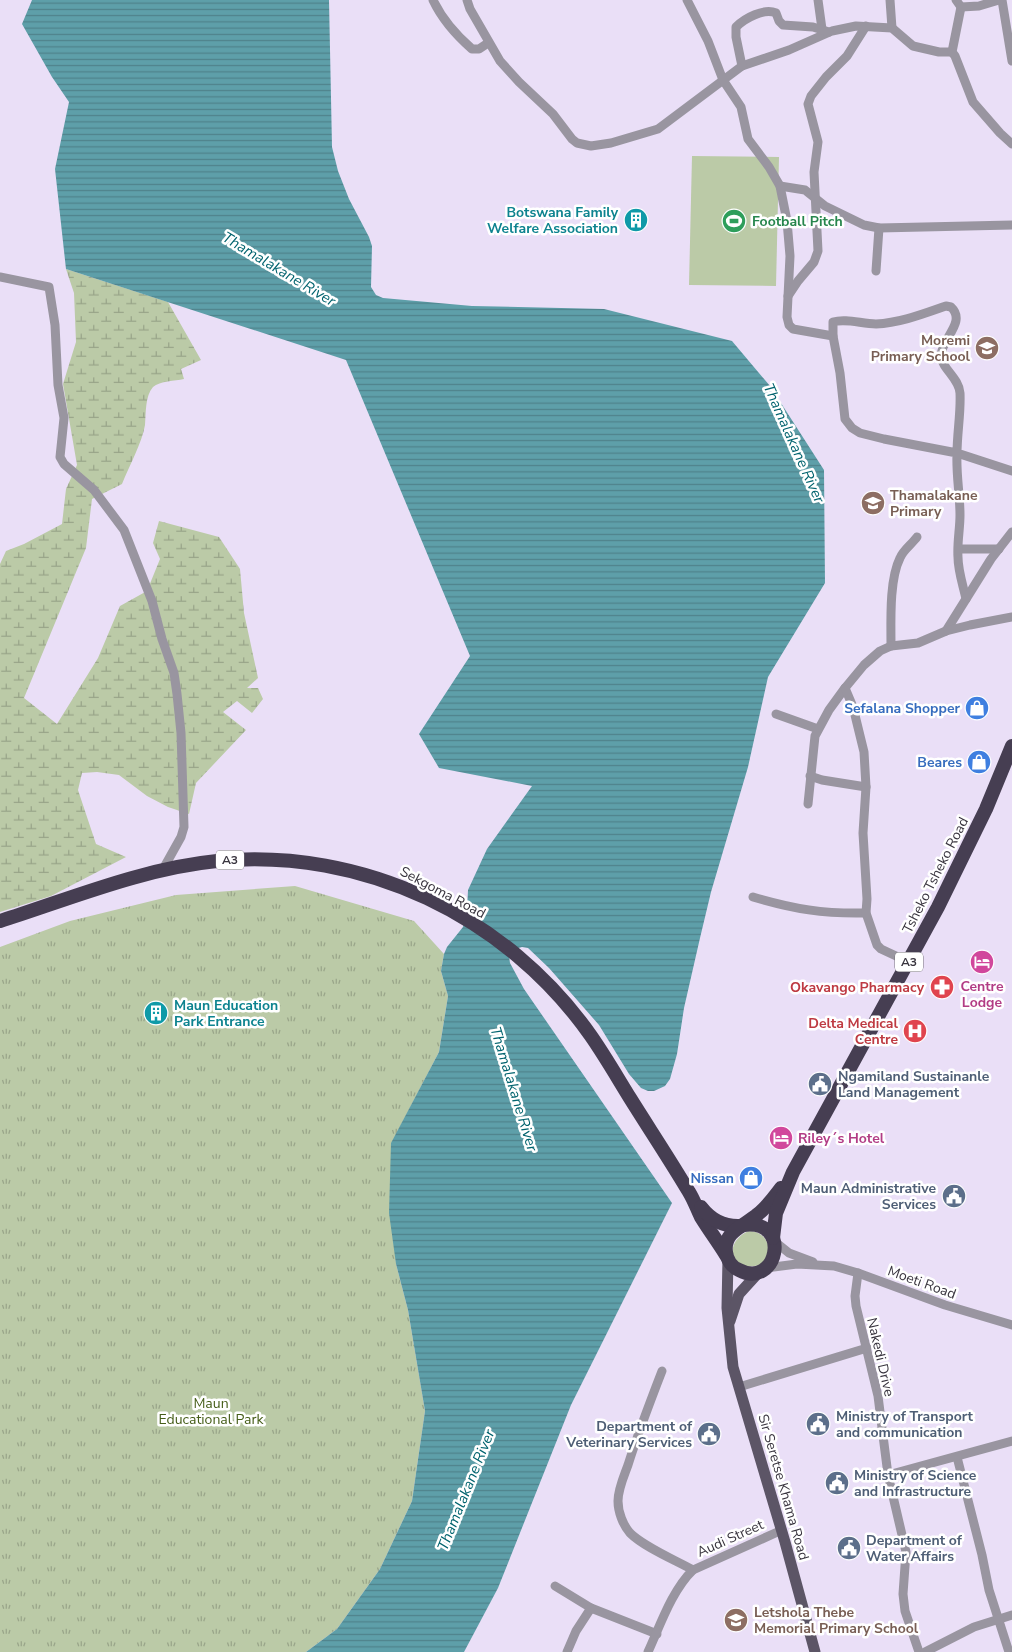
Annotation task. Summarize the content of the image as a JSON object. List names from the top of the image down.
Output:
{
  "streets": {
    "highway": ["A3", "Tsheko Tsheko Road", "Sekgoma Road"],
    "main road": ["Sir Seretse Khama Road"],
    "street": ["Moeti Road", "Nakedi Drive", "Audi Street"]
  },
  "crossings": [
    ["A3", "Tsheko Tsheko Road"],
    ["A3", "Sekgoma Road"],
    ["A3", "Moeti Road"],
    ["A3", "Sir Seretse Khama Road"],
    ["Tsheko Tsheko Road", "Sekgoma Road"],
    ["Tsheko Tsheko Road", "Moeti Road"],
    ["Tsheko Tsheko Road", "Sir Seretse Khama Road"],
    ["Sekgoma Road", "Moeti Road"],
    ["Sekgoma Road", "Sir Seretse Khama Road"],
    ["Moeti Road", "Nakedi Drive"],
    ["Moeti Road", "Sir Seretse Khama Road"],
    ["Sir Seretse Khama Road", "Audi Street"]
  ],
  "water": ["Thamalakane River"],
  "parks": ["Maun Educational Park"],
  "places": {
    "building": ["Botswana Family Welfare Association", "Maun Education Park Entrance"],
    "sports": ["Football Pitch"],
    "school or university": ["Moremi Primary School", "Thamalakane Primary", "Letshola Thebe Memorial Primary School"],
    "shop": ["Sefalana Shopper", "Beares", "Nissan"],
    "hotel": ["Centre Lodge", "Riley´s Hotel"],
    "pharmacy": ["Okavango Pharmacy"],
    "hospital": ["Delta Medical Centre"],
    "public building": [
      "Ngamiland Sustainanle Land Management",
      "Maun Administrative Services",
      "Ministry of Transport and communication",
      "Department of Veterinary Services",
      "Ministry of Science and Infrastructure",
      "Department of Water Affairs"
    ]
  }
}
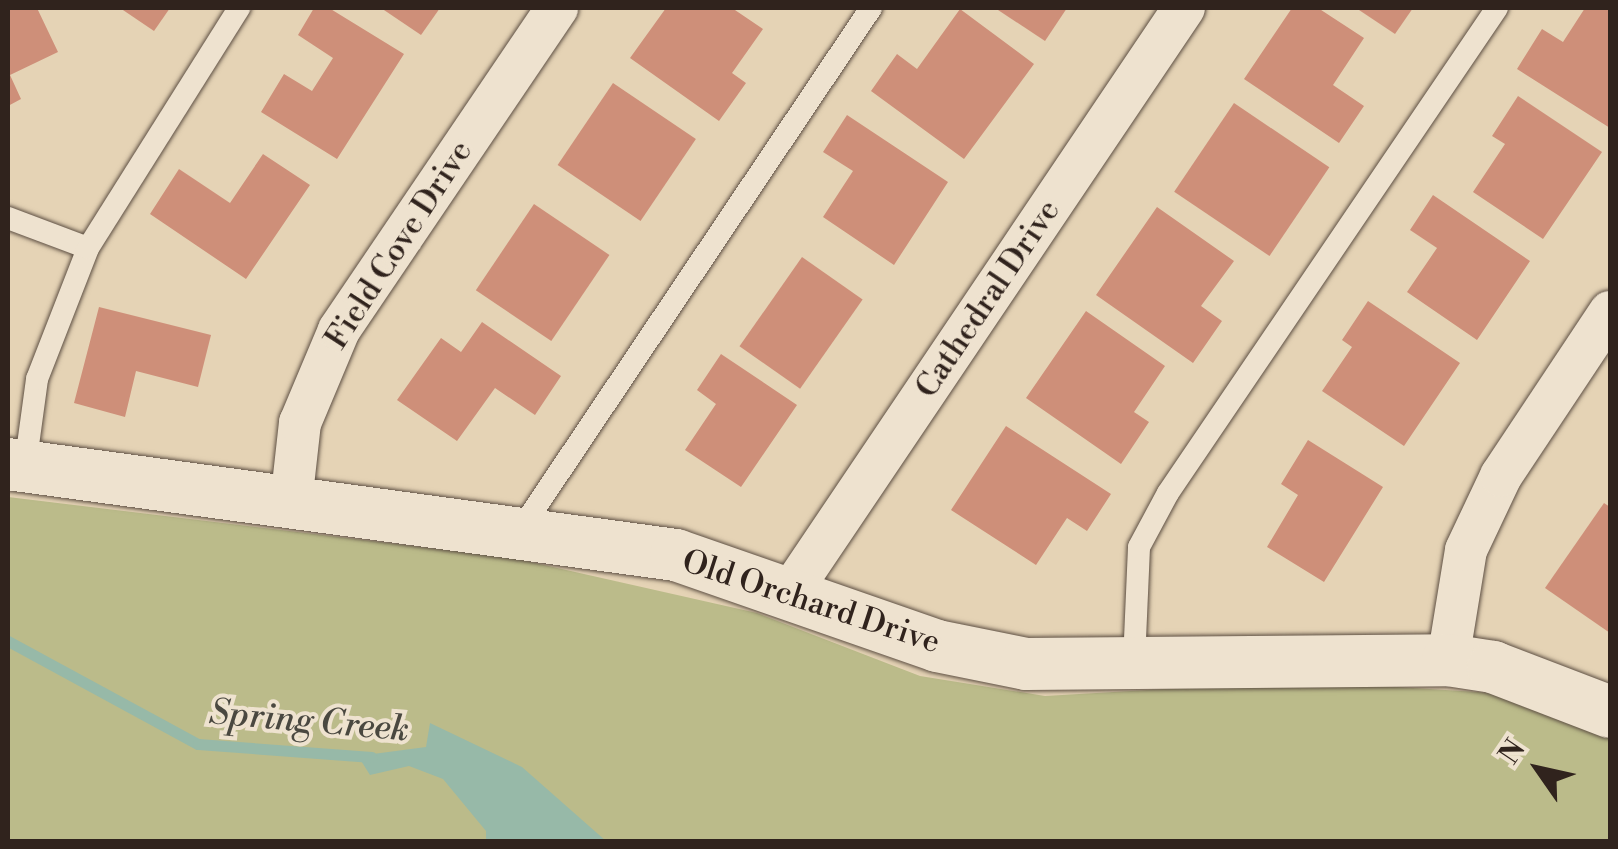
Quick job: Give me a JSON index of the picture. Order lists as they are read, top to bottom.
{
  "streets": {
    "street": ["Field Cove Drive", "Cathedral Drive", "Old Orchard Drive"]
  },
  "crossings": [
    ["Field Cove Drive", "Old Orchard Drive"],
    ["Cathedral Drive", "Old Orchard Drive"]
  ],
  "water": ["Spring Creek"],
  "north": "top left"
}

### Required work
Scan the listing for the string "Park", then copy every line where it appears.

### Reply
  "parks": ["Maun Educational Park"],
    "building": ["Botswana Family Welfare Association", "Maun Education Park Entrance"],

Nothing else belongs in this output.